__Exercise description__.
Beginning with the first line, return the material verbatim and without pictures.
------ Recorded data
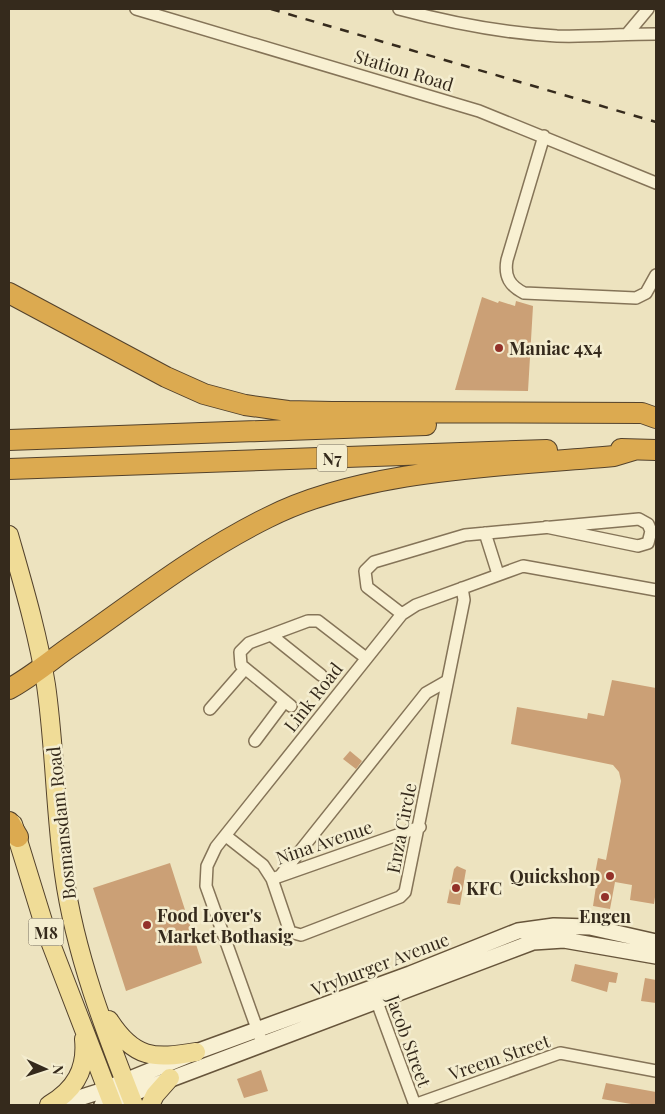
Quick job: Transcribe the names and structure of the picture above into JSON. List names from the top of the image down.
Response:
{
  "streets": {
    "highway": ["N7"],
    "main road": ["Bosmansdam Road", "M8"],
    "street": [
      "Station Road",
      "Link Road",
      "Enza Circle",
      "Nina Avenue",
      "Vryburger Avenue",
      "Jacob Street",
      "Vreem Street"
    ]
  },
  "crossings": [
    ["Link Road", "Enza Circle"],
    ["Link Road", "Nina Avenue"],
    ["Link Road", "Vryburger Avenue"],
    ["Bosmansdam Road", "Vryburger Avenue"],
    ["Enza Circle", "Nina Avenue"],
    ["Vryburger Avenue", "Jacob Street"],
    ["Jacob Street", "Vreem Street"]
  ],
  "places": [
    "Maniac 4x4",
    "Quickshop",
    "KFC",
    "Engen",
    "Food Lover's Market Bothasig"
  ],
  "north": "right"
}
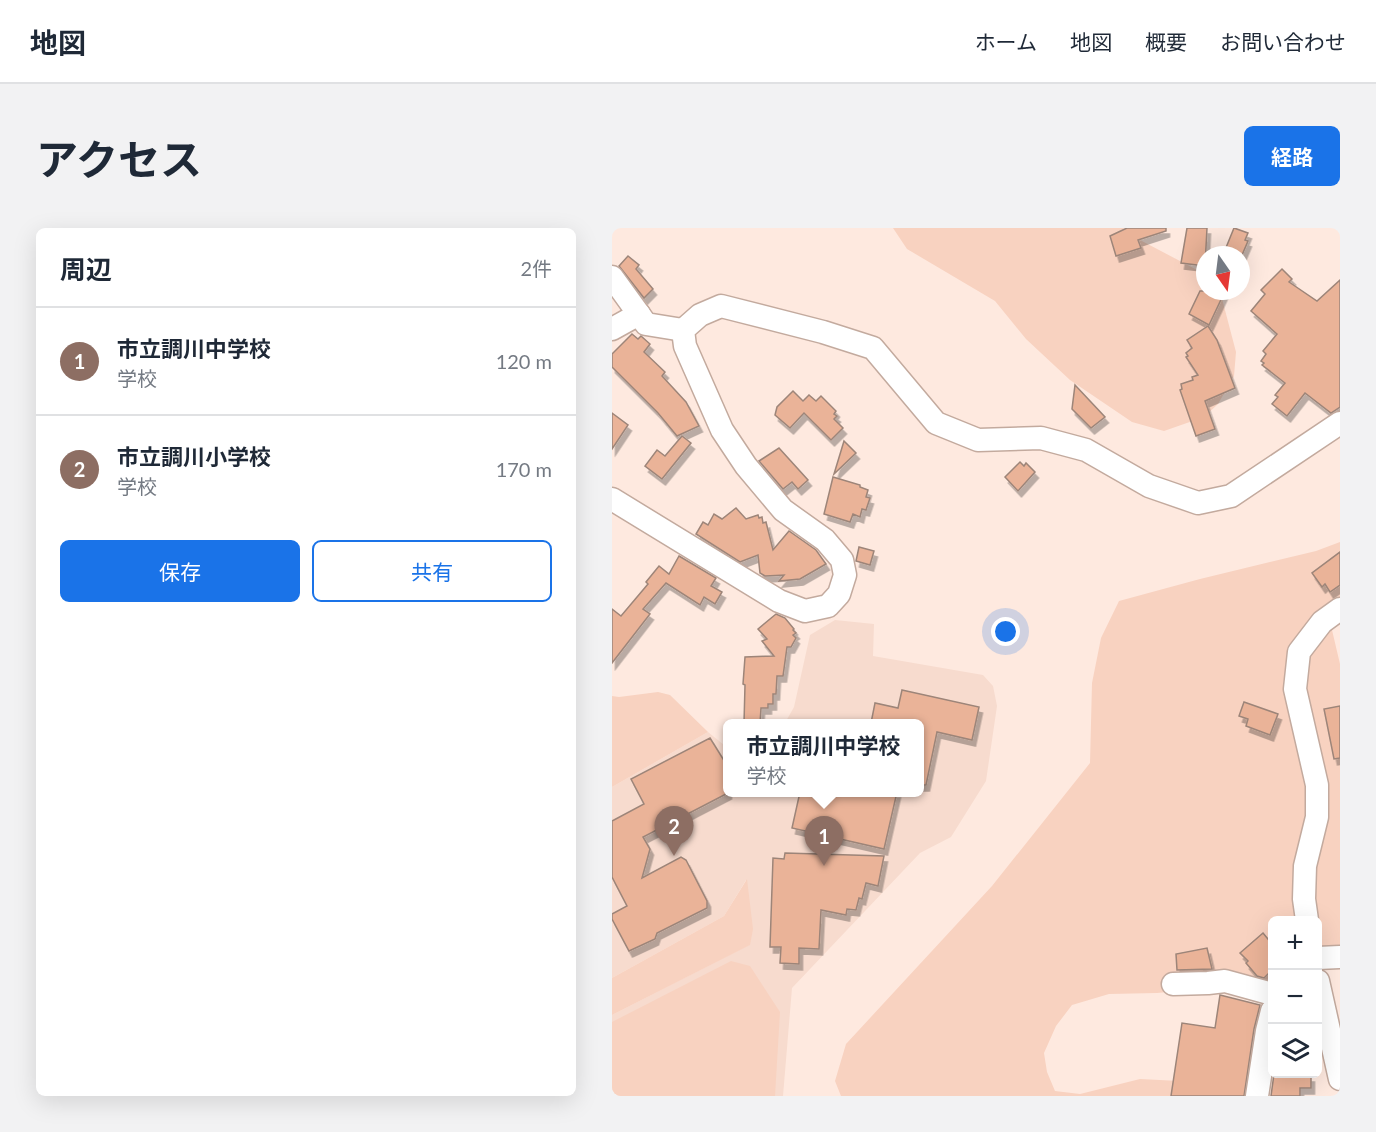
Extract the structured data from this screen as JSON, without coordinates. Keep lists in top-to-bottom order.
{
  "north": "bottom",
  "page": {
    "header": "地図",
    "nav": [
      "ホーム",
      "地図",
      "概要",
      "お問い合わせ"
    ],
    "title": "アクセス",
    "buttons": [
      "経路",
      ["保存", "共有"]
    ],
    "heading": ["周辺", "2件"],
    "list": [
      {
        "mark": "1",
        "name": "市立調川中学校",
        "note": "学校",
        "value": "120 m"
      },
      {
        "mark": "2",
        "name": "市立調川小学校",
        "note": "学校",
        "value": "170 m"
      }
    ],
    "popup": ["市立調川中学校", "学校"],
    "pins": ["2", "1"],
    "map_buttons": ["+", "−"]
  }
}
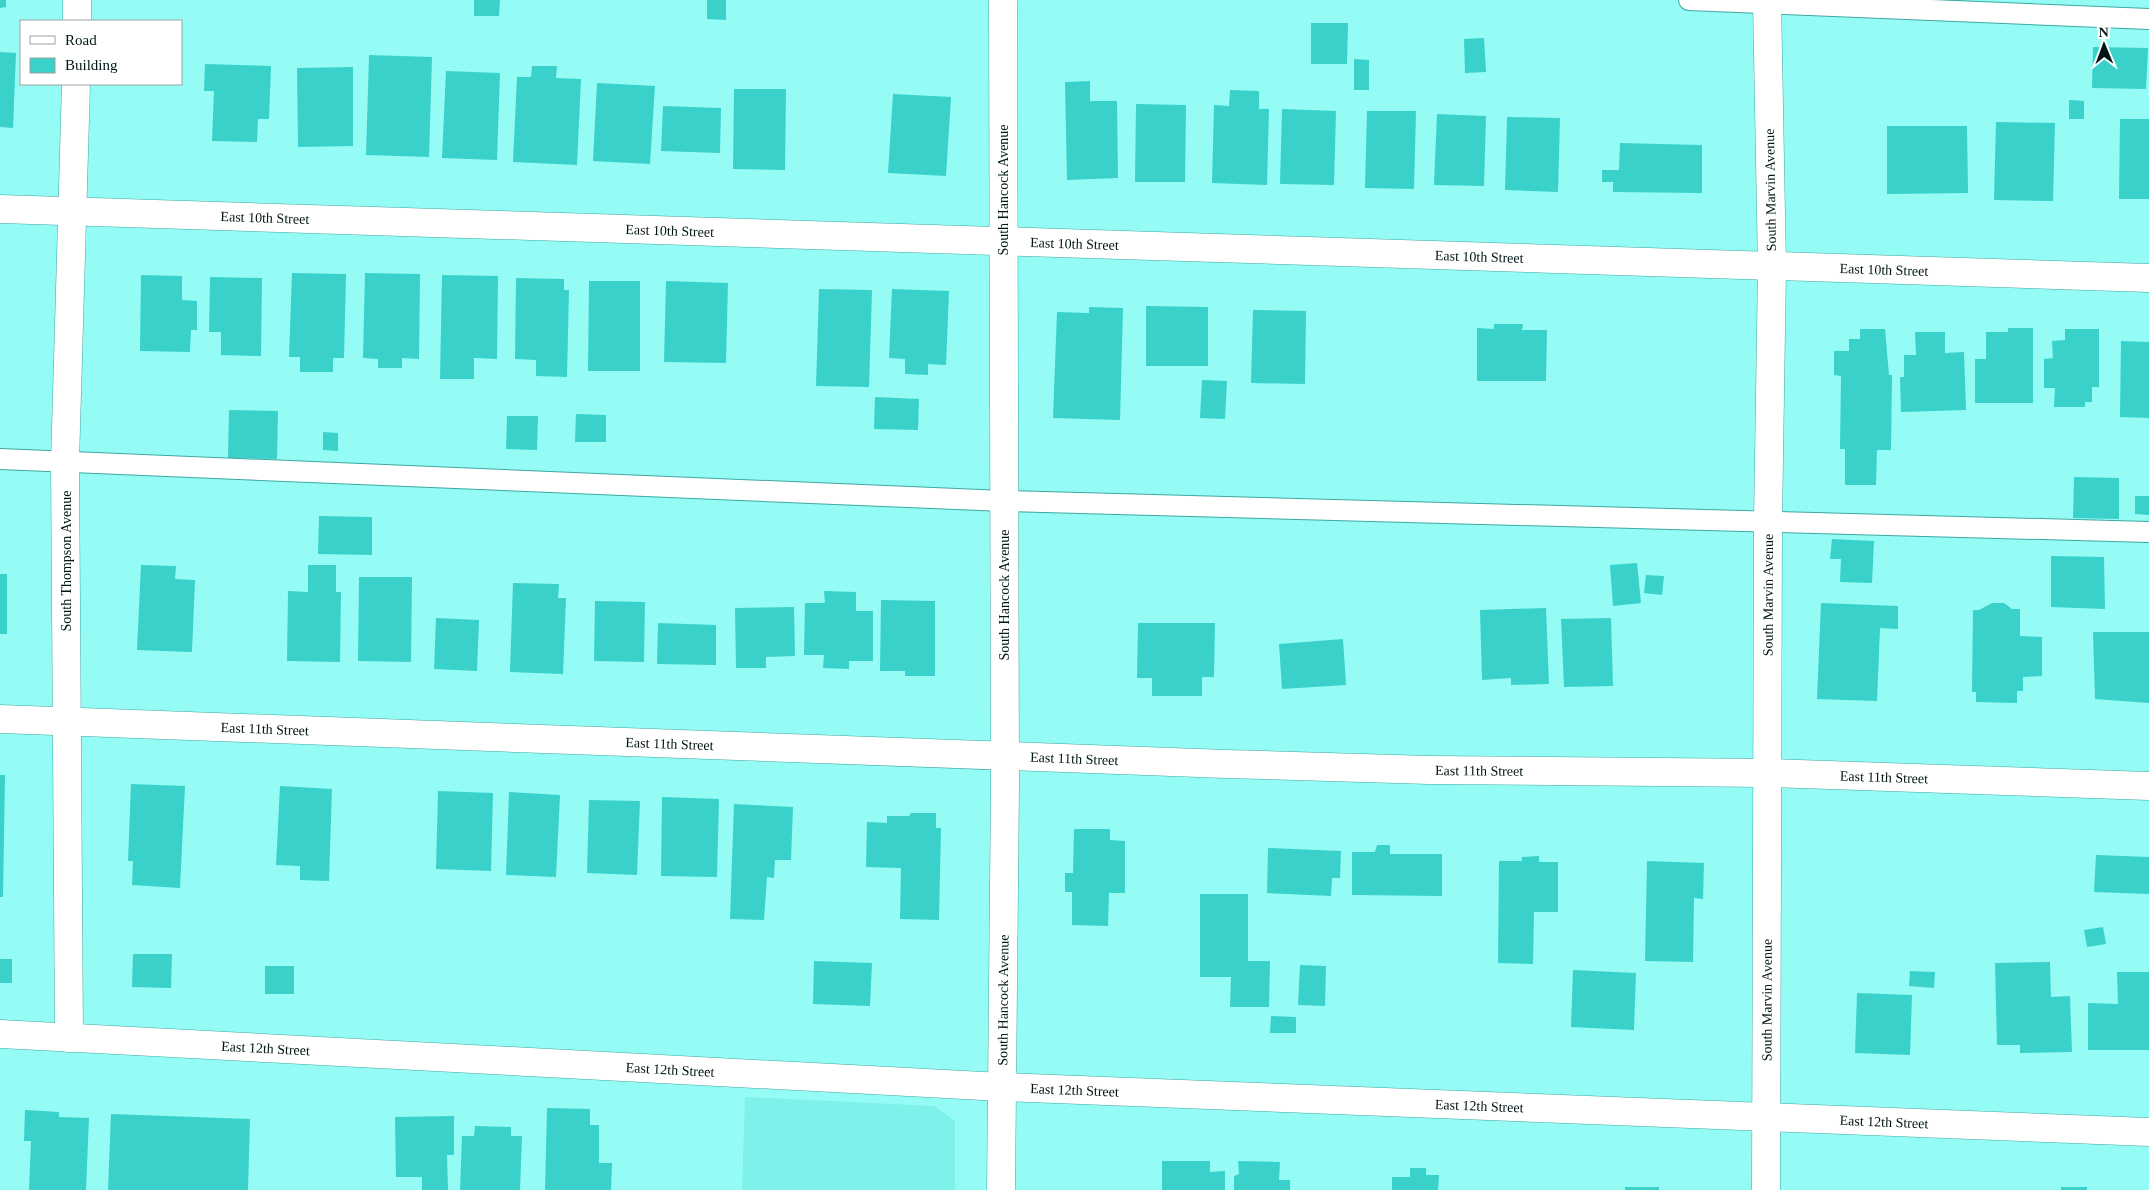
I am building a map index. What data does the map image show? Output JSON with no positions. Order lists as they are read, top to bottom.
{
  "streets": {
    "street": [
      "South Hancock Avenue",
      "South Marvin Avenue",
      "East 10th Street",
      "South Thompson Avenue",
      "East 11th Street",
      "East 12th Street"
    ]
  },
  "crossings": [
    ["South Hancock Avenue", "East 10th Street"],
    ["South Hancock Avenue", "East 11th Street"],
    ["South Hancock Avenue", "East 12th Street"],
    ["South Marvin Avenue", "East 10th Street"],
    ["South Marvin Avenue", "East 11th Street"],
    ["South Marvin Avenue", "East 12th Street"],
    ["East 10th Street", "South Thompson Avenue"],
    ["South Thompson Avenue", "East 11th Street"],
    ["South Thompson Avenue", "East 12th Street"]
  ],
  "legend": ["Road", "Building"],
  "north": "top"
}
------------
__Output for this exercise__.
Quick job: Transcribe the names and structure of the picture above into JSON. List names from the top of the image down.
Response:
{
  "streets": {
    "highway": ["N7"],
    "main road": ["Bosmansdam Road", "M8"],
    "street": [
      "Station Road",
      "Link Road",
      "Enza Circle",
      "Nina Avenue",
      "Vryburger Avenue",
      "Jacob Street",
      "Vreem Street"
    ]
  },
  "crossings": [
    ["Link Road", "Enza Circle"],
    ["Link Road", "Nina Avenue"],
    ["Link Road", "Vryburger Avenue"],
    ["Bosmansdam Road", "Vryburger Avenue"],
    ["Enza Circle", "Nina Avenue"],
    ["Vryburger Avenue", "Jacob Street"],
    ["Jacob Street", "Vreem Street"]
  ],
  "places": [
    "Maniac 4x4",
    "Quickshop",
    "KFC",
    "Engen",
    "Food Lover's Market Bothasig"
  ],
  "north": "right"
}
Extract the structured data from this screen as JSON, without coordinates. Keep lists in top-to-bottom order.
{
  "north": "bottom",
  "page": {
    "header": "地図",
    "nav": [
      "ホーム",
      "地図",
      "概要",
      "お問い合わせ"
    ],
    "title": "アクセス",
    "buttons": [
      "経路",
      ["保存", "共有"]
    ],
    "heading": ["周辺", "2件"],
    "list": [
      {
        "mark": "1",
        "name": "市立調川中学校",
        "note": "学校",
        "value": "120 m"
      },
      {
        "mark": "2",
        "name": "市立調川小学校",
        "note": "学校",
        "value": "170 m"
      }
    ],
    "popup": ["市立調川中学校", "学校"],
    "pins": ["2", "1"],
    "map_buttons": ["+", "−"]
  }
}
I am building a map index. What data does the map image show? Output JSON with no positions. Order lists as they are read, top to bottom.
{
  "streets": {
    "street": [
      "South Hancock Avenue",
      "South Marvin Avenue",
      "East 10th Street",
      "South Thompson Avenue",
      "East 11th Street",
      "East 12th Street"
    ]
  },
  "crossings": [
    ["South Hancock Avenue", "East 10th Street"],
    ["South Hancock Avenue", "East 11th Street"],
    ["South Hancock Avenue", "East 12th Street"],
    ["South Marvin Avenue", "East 10th Street"],
    ["South Marvin Avenue", "East 11th Street"],
    ["South Marvin Avenue", "East 12th Street"],
    ["East 10th Street", "South Thompson Avenue"],
    ["South Thompson Avenue", "East 11th Street"],
    ["South Thompson Avenue", "East 12th Street"]
  ],
  "legend": ["Road", "Building"],
  "north": "top"
}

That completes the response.